Mental Illness can be a difficult and stigmatizing thing to talk about. Depression effects 9.5% of Americans age 18 and over(1). Most people will be affected by depression, whether their own or a loved one’s, in their lifetime.

And yet, we keep silent about it. When someone is depressed, we shrug it off, with a ‘oh, he’s just down’, or ‘she’ll get over it’. The reality is, without outside assistance, it is very difficult to ‘get over’ clinical depression.

Clinical Depression is a mental illness characterized by profound changes in a person’s lifestyle and habits. It goes beyond merely ‘feeling sad’, and effects your sleeping patterns, your appetite, and your mood throughout the day, leaving you feeling sad and hopeless.

Symptoms of Clinical Depression:

Physical:

  • Sleep disturbances-insomnia, oversleeping, waking much earlier than usual
  • Changes in appetite or eating: much more or much less
  • Decreased energy, fatigue
  • Headaches, stomachaches, digestive problems or other physical symptoms that are not explained by other physical conditions or do not respond to treatment

Behavioral/Attitude:

  • Loss of interest or pleasure in activities that were once enjoyed, such as going out with friends, hobbies, sports, sex, etc.
  • Difficulty concentrating, remembering, or making decisions
  • Neglecting responsibilities or personal appearance

Emotional:

  • Persistent sad or “empty” mood, lasting two or more weeks
  • Crying “for no reason”
  • Feeling hopeless, helpless, guilty or worthless
  • Feeling irritable, agitated or anxious
  • Thoughts of death or suicide        (2)

When I realized how much stigma is attached to mental illness, to being depressed, I also realized that I would have to fight against it.
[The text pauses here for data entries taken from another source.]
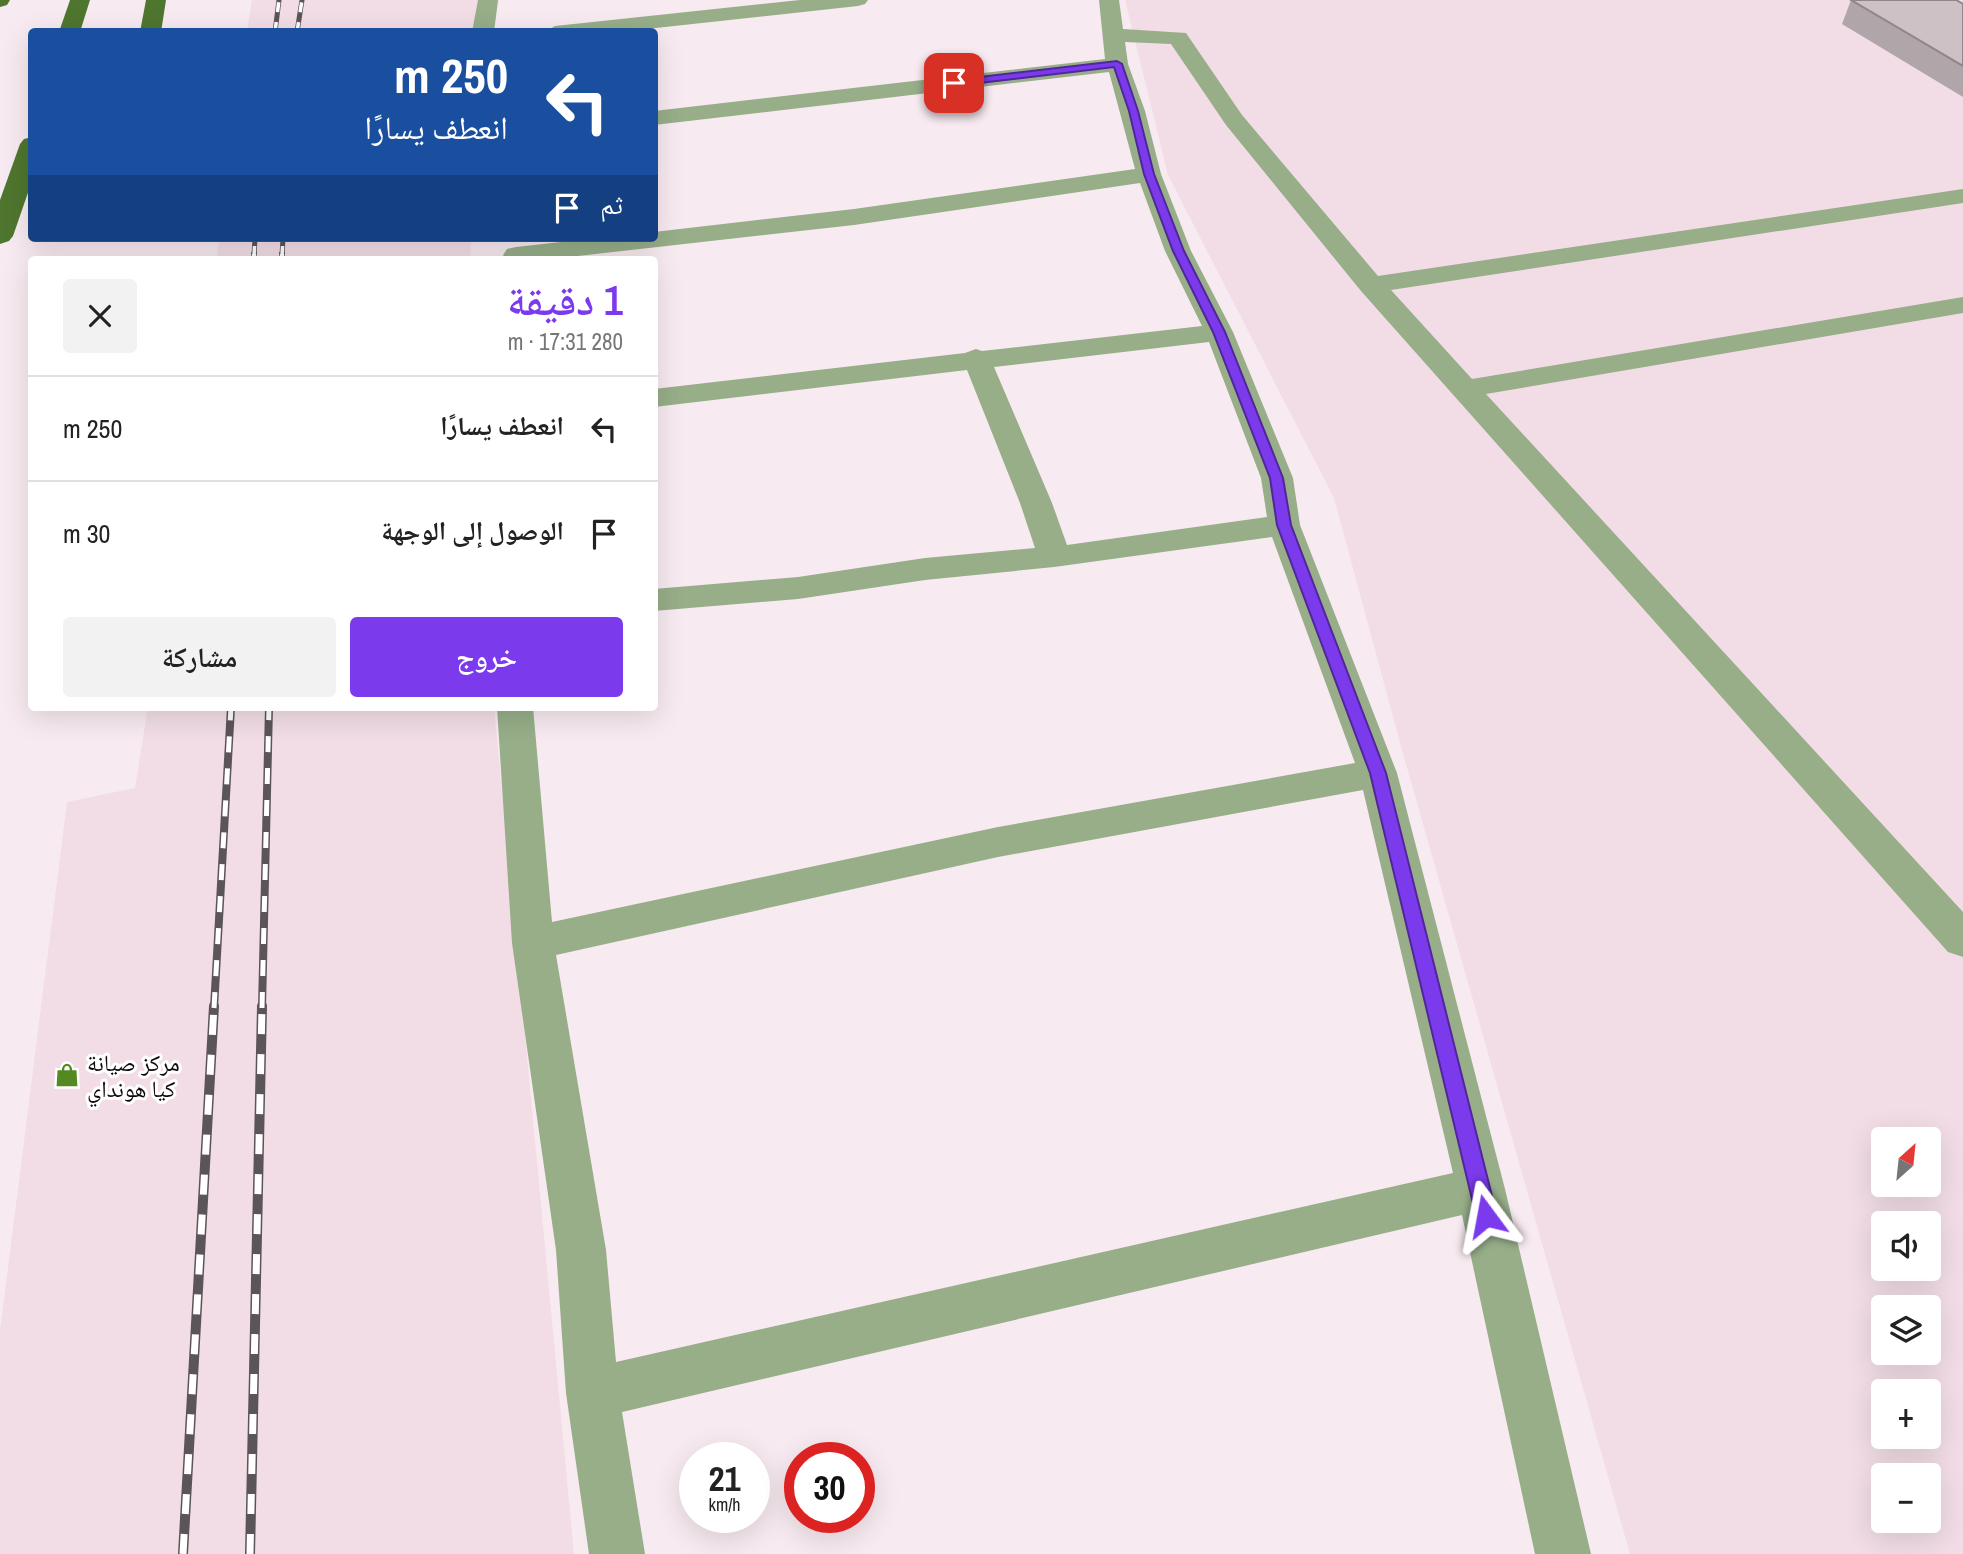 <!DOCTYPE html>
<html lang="ar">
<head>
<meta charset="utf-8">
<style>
  :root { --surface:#fff; --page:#f2f2f2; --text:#222; --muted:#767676; --line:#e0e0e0; --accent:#7c3aed }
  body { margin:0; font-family:"Archivo Narrow","Noto Naskh Arabic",sans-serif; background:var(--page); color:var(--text); direction:rtl; height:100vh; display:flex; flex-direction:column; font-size:26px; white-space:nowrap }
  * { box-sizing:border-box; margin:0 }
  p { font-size:23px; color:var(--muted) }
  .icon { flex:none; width:38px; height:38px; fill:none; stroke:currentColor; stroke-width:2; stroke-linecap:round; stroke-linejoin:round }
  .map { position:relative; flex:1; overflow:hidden; direction:ltr }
  .details { position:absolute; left:28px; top:256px; width:630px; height:455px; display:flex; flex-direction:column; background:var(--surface); border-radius:7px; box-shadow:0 7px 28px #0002; direction:rtl }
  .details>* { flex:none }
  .top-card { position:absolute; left:28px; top:28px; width:630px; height:214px; border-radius:7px; box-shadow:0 7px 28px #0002; direction:rtl; background:#1a4fa0; color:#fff; overflow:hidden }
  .needle { width:46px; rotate:27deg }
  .fabs { position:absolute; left:1871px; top:1127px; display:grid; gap:14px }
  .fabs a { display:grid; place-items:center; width:70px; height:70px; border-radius:7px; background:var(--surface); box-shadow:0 7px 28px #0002; font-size:35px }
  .speed { position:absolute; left:679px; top:1442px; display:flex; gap:14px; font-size:35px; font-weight:700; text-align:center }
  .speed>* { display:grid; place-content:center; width:91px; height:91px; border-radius:50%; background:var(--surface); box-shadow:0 7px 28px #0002; line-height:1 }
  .speed small { font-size:18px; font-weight:400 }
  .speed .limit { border:10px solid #d22; background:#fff; color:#111 }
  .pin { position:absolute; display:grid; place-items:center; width:60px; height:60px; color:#fff; margin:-30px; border-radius:14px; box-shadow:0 4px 10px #0006 }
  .me { position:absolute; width:77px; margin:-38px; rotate:347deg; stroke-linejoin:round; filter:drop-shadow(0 0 5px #0008) }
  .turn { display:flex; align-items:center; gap:24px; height:147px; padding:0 35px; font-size:32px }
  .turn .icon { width:91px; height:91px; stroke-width:2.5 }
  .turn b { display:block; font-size:49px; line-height:60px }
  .then { display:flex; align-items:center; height:66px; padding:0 35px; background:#0003; gap:14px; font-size:26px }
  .round { display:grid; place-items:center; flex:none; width:74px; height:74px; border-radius:7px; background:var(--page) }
  .headline { display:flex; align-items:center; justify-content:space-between; height:119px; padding:0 35px }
  h1 { font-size:42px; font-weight:600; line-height:52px; color:var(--accent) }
  .primary-button { display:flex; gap:14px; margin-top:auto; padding:14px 35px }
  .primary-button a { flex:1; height:80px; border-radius:7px; background:var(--accent); color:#fff; font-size:28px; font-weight:600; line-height:80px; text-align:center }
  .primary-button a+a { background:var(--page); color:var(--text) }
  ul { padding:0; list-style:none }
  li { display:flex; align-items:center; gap:21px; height:105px; padding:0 35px; border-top:2px solid var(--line) }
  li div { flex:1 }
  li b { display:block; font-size:26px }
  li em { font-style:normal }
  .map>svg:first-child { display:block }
  .built { fill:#f2dde6; fill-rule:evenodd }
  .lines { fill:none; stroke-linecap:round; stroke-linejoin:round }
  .minor { fill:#97ae89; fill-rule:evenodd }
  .major { fill:#4f762f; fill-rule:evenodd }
  .rail-far3-casing { stroke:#5b5458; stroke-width:5 }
  .rail-far2-casing { stroke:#5b5458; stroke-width:6 }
  .rail-far1-casing { stroke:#5b5458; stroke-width:8 }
  .rail-casing { stroke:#5b5458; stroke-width:10 }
  .rail-far3 { stroke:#fff; stroke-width:3.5; stroke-dasharray:10; stroke-linecap:butt }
  .rail-far2 { stroke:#fff; stroke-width:4.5; stroke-dasharray:12; stroke-linecap:butt }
  .rail-far1 { stroke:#fff; stroke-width:5; stroke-dasharray:16; stroke-linecap:butt }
  .rail { stroke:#fff; stroke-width:7; stroke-dasharray:20; stroke-linecap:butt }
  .wall { fill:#b0a6aa }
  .building { fill:#cdc1c6; stroke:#90878b; stroke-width:2 }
  .route { fill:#7c3aed; stroke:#51269a; stroke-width:2 }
  .labels { text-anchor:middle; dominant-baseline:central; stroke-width:6; stroke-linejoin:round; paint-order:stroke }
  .poi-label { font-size:23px; fill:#0e0a0c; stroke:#fff; text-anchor:start }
</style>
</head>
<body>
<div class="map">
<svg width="1963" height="1554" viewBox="0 0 1963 1554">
  <rect width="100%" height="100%" fill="#f7eaf0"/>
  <g class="built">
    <path d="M252,0H499L493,31L247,32Z"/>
    <path d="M1125,0H1963V1554H1630L1402,750L1334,498L1168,175ZM1883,1139H1928V1185H1883ZM1883,1223H1928V1269H1883ZM1883,1307H1928V1353H1883ZM1883,1391H1928V1437H1883ZM1883,1475H1928V1521H1883Z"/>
    <path d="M219,238H471L470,259H217Z"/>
    <path d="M148,707H494L574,1554H0V1331L67,802L135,788Z"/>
  </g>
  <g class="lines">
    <g class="minor">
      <path d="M478,0H498L494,32H472Z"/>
      <path d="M800,0H868L865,4L858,6L619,32H545L555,26Z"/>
      <path d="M1099,0H1119L1123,29L1186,33L1242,115L1378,276L1963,189V203L1391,290L1472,379L1963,297V313L1486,394L1963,912V957L1948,952L1361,291L1226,125L1171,44L1125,42L1128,64L1145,111L1161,174L1191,251L1233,332L1293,478L1300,525L1397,773L1505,1189L1591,1554H1535L1462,1215L622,1412L645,1554H589L566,1393L556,1250L512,943L497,707H533L552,922L998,827L1355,763L1272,537L1054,567L925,580L798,599L654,611V589L798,577L925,558L1035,548L1020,503L967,370L654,407V389L965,353L976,349L982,351L1202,326L1165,251L1140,183L854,225L551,259H506L503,255L507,249L516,247L597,238H654V232L854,209L1135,169L1109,72L654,125V111L1105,59ZM1209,342L1261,478L1267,517L1067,545L1052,503L994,367ZM1363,790L1453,1173L616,1362L606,1250L556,955L998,857Z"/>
    </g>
    <g class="major">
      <path d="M0,0H10L7,5L0,7Z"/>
      <path d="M70,0H90L80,32H59Z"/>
      <path d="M146,0H166L161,32H140Z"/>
      <path d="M32,137V181L13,236L9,241L0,244V200L20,144L24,139Z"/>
    </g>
    <g class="rail-far3-casing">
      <g id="rail-far3">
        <path d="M275,32L279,0"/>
        <path d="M297,32L302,0"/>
        <path d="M254,256L255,238"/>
        <path d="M282,256L283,238"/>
      </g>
    </g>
    <g class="rail-far2-casing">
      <g id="rail-far2">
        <path d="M254,259V254"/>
        <path d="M282,259V254"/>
      </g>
    </g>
    <g class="rail-far1-casing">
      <g id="rail-far1">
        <path d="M214,1008L231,707"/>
        <path d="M262,1008L269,707"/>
      </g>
    </g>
    <g class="rail-casing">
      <g id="rail">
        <path d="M183,1554L214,1006"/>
        <path d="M250,1554L262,1006"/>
      </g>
    </g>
    <use href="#rail-far3" class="rail-far3"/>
    <use href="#rail-far2" class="rail-far2"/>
    <use href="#rail-far1" class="rail-far1"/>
    <use href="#rail" class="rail"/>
  </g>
  <path class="wall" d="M1851,0L1963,4V97L1842,24Z"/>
  <path class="building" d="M1851,0H1956L1963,4V66Z"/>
  <path class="route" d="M1117,61L1122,64L1138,111L1154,174L1184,251L1225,332L1283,478L1291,525L1386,773L1497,1216L1494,1222L1486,1225L1479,1222L1476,1216L1370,773L1277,525L1270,478L1213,332L1173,251L1144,174L1129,111L1114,67L954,86L949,83L954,80Z"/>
  <defs>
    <g id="shop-bare" transform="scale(1.89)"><path d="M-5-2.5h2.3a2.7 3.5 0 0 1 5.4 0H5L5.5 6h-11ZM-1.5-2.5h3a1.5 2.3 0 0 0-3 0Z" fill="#548921" stroke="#fff" stroke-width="2.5" paint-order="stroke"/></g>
  </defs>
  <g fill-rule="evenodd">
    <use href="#shop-bare" x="67" y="1075"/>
  </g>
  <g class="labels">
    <g class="poi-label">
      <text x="87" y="1062">مركز صيانة<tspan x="87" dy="26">كيا هونداي</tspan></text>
    </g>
  </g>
</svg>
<div class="fabs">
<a><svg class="needle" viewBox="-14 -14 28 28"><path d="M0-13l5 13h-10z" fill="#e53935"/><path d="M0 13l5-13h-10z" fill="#767676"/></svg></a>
<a><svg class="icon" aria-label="sound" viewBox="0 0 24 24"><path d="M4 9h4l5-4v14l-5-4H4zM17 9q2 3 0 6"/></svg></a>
<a><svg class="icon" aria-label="layers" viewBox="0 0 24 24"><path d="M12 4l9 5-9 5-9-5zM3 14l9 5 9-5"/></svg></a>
<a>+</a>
<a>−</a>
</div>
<div class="speed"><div>21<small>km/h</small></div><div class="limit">30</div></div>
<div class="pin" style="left:954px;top:83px;background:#d93025"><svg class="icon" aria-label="arrive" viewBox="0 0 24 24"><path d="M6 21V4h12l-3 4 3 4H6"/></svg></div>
<svg class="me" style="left:1486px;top:1216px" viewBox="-20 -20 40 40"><path d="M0-17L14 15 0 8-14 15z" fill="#7c3aed" stroke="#fff" stroke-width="4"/></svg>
<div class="top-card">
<div class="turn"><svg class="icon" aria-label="left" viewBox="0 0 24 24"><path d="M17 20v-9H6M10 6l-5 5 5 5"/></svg><div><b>250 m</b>انعطف يسارًا</div></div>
<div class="then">ثم<svg class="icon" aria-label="arrive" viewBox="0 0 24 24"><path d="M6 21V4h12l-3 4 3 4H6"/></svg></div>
</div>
<section class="details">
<div class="headline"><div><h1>1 دقيقة</h1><p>280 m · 17:31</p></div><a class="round"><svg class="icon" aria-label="close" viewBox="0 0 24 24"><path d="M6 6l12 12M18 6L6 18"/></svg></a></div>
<ul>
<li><svg class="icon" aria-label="left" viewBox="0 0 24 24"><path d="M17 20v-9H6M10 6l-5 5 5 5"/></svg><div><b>انعطف يسارًا</b></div><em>250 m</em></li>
<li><svg class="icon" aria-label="arrive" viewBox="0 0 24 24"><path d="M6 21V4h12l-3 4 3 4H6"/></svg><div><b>الوصول إلى الوجهة</b></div><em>30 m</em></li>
</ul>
<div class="primary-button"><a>خروج</a><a>مشاركة</a></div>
</section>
</div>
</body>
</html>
There is nothing bad about having an illness of the mind, any more than there is something bad about having an illness of the body. It’s an illness, it can be treated, dealt with, and healed from. You can live a full and happy life, even when you have mental health issues.

If you’re reading this, and you think you might be depressed, please know that even though it’s scary and big and intimidating, you can seek help. There are people who can and will help you, and you can get your life back. The gray fog of depression doesn’t have to be your future, you aren’t doomed to always feel like this.

Should you feel that you aren’t strong enough to do it all alone, you can leave a message here, I’ll be reading your words and will get in contact with you. (don’t forget your email address, it won’t be visible, but I’ll see it.)

One Response to “Depression”

  1. Will Shetterly Says:

    Good to share. My wife made use of the local government-provided therapy, and it helped enormously. You can get your life back.